27 de março de 2011

Contribuições de Canetti

Há pouco tempo a revista Carta Capital me encomendou a seguinte resenha:

O buliçoso


Canetti



Ao mesmo tempo, disputam a atenção dos leitores brasileiros três livros recém-lançados de Elias Canetti (1905-1994), o judeu búlgaro de cultura alemã, descendente da família Cañete, expulsa da Espanha no final do século 15, e que ganhou o Prêmio Nobel de Literatura em 1985, por seu romance “Auto-da-fé” (1935) e pelo ensaio “Massa e poder” (1960), ambos livros que discutem como as pessoas das camadas populares, na visão de Canetti, são incultas e como se transformam de humildes respeitadores de uma cultura que não conhecem em, quando assumem posições de poder, cruéis vilipendiadores da cultura e carrascos de seus portadores. Trata-se agora dos pequenos volumes “Sobre os escritores”, com apresentação de Ivo Barroso, lançado pela José Olympio Editora, e “Sobre a morte” e “Festa sob as bombas – Os anos ingleses”, publicados pela Estação Liberdade.

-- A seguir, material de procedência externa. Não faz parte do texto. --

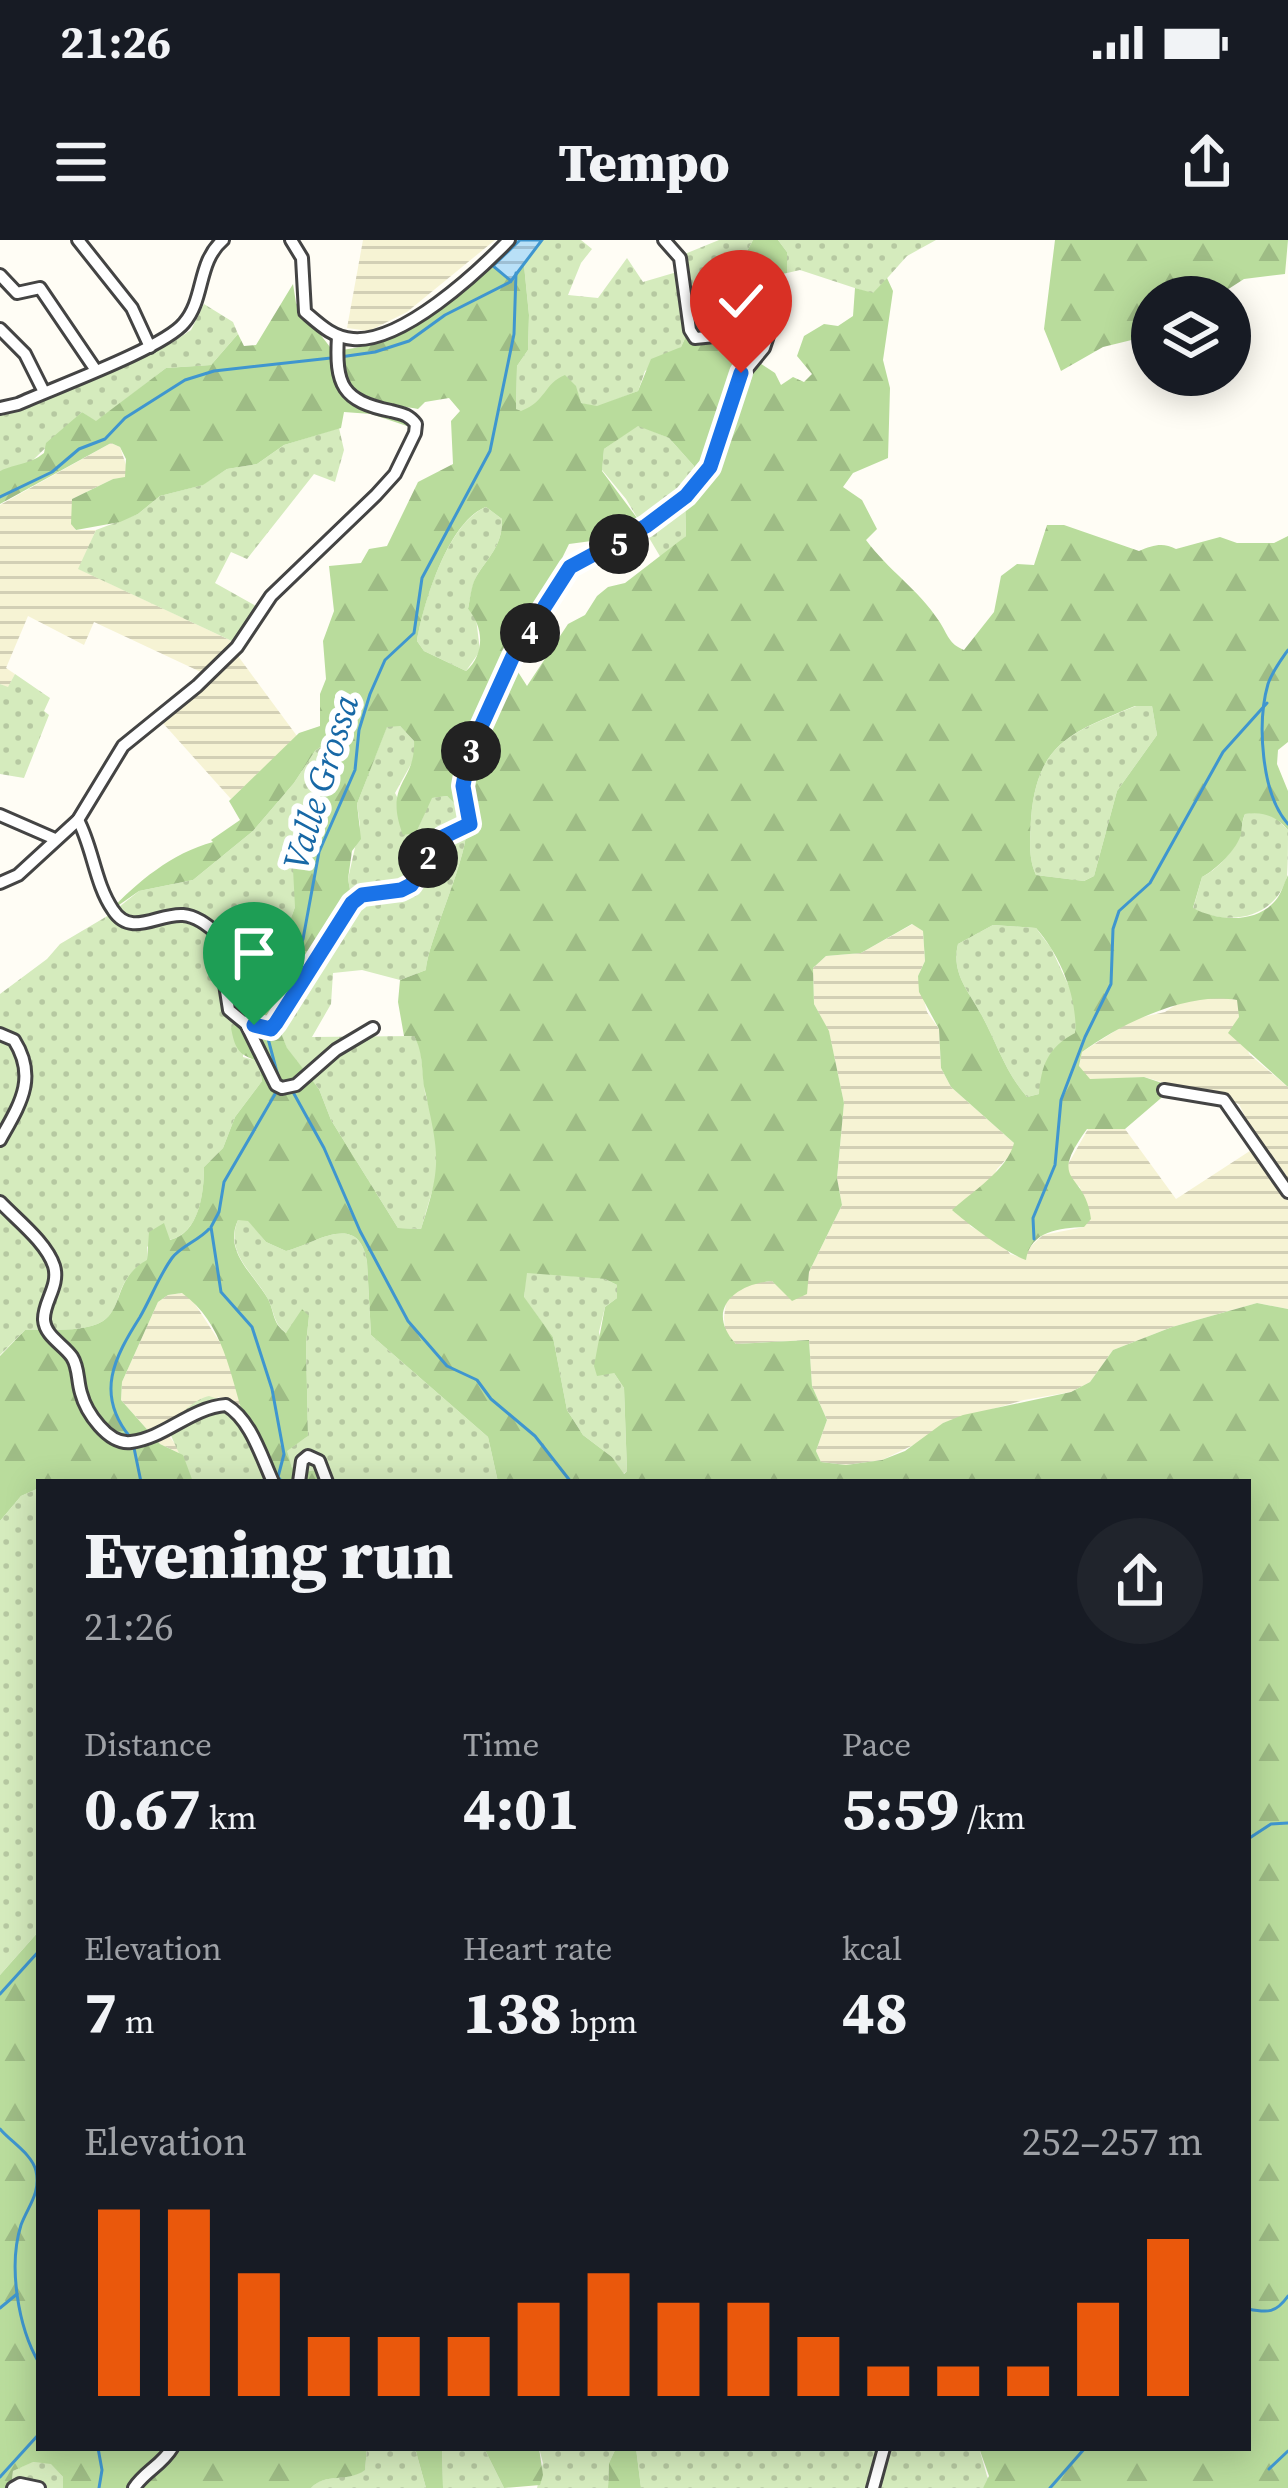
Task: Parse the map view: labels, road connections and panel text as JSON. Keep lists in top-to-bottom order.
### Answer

Os três volumes se caracterizam por apresentar, na capa, o nome Elias Canetti em letras muito maiores do que os seus próprios títulos, como se o autor fosse muito mais importante do que essas suas obras. O seu lançamento simultâneo se explica porque em 2005 os herdeiros de Canetti abriram para publicação o seu espólio literário, muito maior do que a parte de suas obras que foram editadas durante sua vida. E agora essa “onda Canetti” chega ao Brasil.

Os títulos dos livros se referem à sua temática. Em “Sobre os escritores”, Canetti fala mais exatamente dos “criadores”, escritores e poetas. Quase se pode dizer que ele homenageia cada escritor e cada poeta individualmente e os desanca como coletividade e, mais ainda, como entidade abstrata, quando por exemplo fala de “o poeta” como tipo social que adora fartar-se à mesa dos poderosos. Já em “Sobre a morte”, afloram seus temores e suas reverências sobre a inelutabilidade e inexorabilidade da morte e há um relato sobre a morte súbita de seu pai. Finalmente, em “Festa sob as bombas”, ele narra, ou melhor, comenta, os anos em que morou na Inglaterra, refugiado do nazismo, durante a Segunda Guerra Mundial.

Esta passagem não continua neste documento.